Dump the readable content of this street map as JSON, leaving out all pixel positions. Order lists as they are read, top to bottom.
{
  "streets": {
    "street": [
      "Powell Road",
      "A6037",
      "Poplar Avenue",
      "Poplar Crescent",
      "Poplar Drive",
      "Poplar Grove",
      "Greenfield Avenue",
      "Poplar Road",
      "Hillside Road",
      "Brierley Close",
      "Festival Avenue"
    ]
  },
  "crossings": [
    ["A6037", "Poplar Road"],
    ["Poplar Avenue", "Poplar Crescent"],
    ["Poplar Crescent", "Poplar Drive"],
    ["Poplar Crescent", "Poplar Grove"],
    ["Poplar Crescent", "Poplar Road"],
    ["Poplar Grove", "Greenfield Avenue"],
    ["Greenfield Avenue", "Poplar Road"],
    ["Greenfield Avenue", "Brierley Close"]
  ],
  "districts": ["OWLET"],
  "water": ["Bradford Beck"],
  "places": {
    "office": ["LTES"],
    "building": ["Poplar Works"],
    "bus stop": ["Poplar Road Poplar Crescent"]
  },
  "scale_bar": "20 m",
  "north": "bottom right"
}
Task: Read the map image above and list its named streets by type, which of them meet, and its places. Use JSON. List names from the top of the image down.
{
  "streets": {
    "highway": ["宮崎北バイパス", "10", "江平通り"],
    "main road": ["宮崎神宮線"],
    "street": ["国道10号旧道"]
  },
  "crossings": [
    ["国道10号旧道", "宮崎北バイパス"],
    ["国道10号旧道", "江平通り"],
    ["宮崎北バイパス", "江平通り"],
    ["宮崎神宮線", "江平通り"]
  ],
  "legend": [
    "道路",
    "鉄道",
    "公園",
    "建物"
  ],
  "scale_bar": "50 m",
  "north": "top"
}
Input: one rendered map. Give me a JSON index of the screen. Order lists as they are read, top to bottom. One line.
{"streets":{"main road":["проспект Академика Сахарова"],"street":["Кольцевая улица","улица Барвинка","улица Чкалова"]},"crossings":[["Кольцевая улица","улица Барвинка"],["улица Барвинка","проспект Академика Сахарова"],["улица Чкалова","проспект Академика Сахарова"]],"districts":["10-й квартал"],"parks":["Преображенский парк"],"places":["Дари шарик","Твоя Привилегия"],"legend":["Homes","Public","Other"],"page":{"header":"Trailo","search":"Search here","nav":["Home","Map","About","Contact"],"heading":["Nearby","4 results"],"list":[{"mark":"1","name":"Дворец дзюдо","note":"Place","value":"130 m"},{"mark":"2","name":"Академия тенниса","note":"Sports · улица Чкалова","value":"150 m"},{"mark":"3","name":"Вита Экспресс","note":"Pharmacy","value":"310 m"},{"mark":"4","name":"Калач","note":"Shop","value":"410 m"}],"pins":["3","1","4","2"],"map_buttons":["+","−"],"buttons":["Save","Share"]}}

» **EXERCISE AIM**:
Repeat every entry exactly as written above.

» **RESPONSE TO THE TASK**:
Dump the readable content of this street map as JSON, leaving out all pixel positions. Order lists as they are read, top to bottom.
{
  "streets": {
    "street": [
      "Powell Road",
      "A6037",
      "Poplar Avenue",
      "Poplar Crescent",
      "Poplar Drive",
      "Poplar Grove",
      "Greenfield Avenue",
      "Poplar Road",
      "Hillside Road",
      "Brierley Close",
      "Festival Avenue"
    ]
  },
  "crossings": [
    ["A6037", "Poplar Road"],
    ["Poplar Avenue", "Poplar Crescent"],
    ["Poplar Crescent", "Poplar Drive"],
    ["Poplar Crescent", "Poplar Grove"],
    ["Poplar Crescent", "Poplar Road"],
    ["Poplar Grove", "Greenfield Avenue"],
    ["Greenfield Avenue", "Poplar Road"],
    ["Greenfield Avenue", "Brierley Close"]
  ],
  "districts": ["OWLET"],
  "water": ["Bradford Beck"],
  "places": {
    "office": ["LTES"],
    "building": ["Poplar Works"],
    "bus stop": ["Poplar Road Poplar Crescent"]
  },
  "scale_bar": "20 m",
  "north": "bottom right"
}
Task: Read the map image above and list its named streets by type, which of them meet, and its places. Use JSON. List names from the top of the image down.
{
  "streets": {
    "highway": ["宮崎北バイパス", "10", "江平通り"],
    "main road": ["宮崎神宮線"],
    "street": ["国道10号旧道"]
  },
  "crossings": [
    ["国道10号旧道", "宮崎北バイパス"],
    ["国道10号旧道", "江平通り"],
    ["宮崎北バイパス", "江平通り"],
    ["宮崎神宮線", "江平通り"]
  ],
  "legend": [
    "道路",
    "鉄道",
    "公園",
    "建物"
  ],
  "scale_bar": "50 m",
  "north": "top"
}
Input: one rendered map. Give me a JSON index of the screen. Order lists as they are read, top to bottom. One line.
{"streets":{"main road":["проспект Академика Сахарова"],"street":["Кольцевая улица","улица Барвинка","улица Чкалова"]},"crossings":[["Кольцевая улица","улица Барвинка"],["улица Барвинка","проспект Академика Сахарова"],["улица Чкалова","проспект Академика Сахарова"]],"districts":["10-й квартал"],"parks":["Преображенский парк"],"places":["Дари шарик","Твоя Привилегия"],"legend":["Homes","Public","Other"],"page":{"header":"Trailo","search":"Search here","nav":["Home","Map","About","Contact"],"heading":["Nearby","4 results"],"list":[{"mark":"1","name":"Дворец дзюдо","note":"Place","value":"130 m"},{"mark":"2","name":"Академия тенниса","note":"Sports · улица Чкалова","value":"150 m"},{"mark":"3","name":"Вита Экспресс","note":"Pharmacy","value":"310 m"},{"mark":"4","name":"Калач","note":"Shop","value":"410 m"}],"pins":["3","1","4","2"],"map_buttons":["+","−"],"buttons":["Save","Share"]}}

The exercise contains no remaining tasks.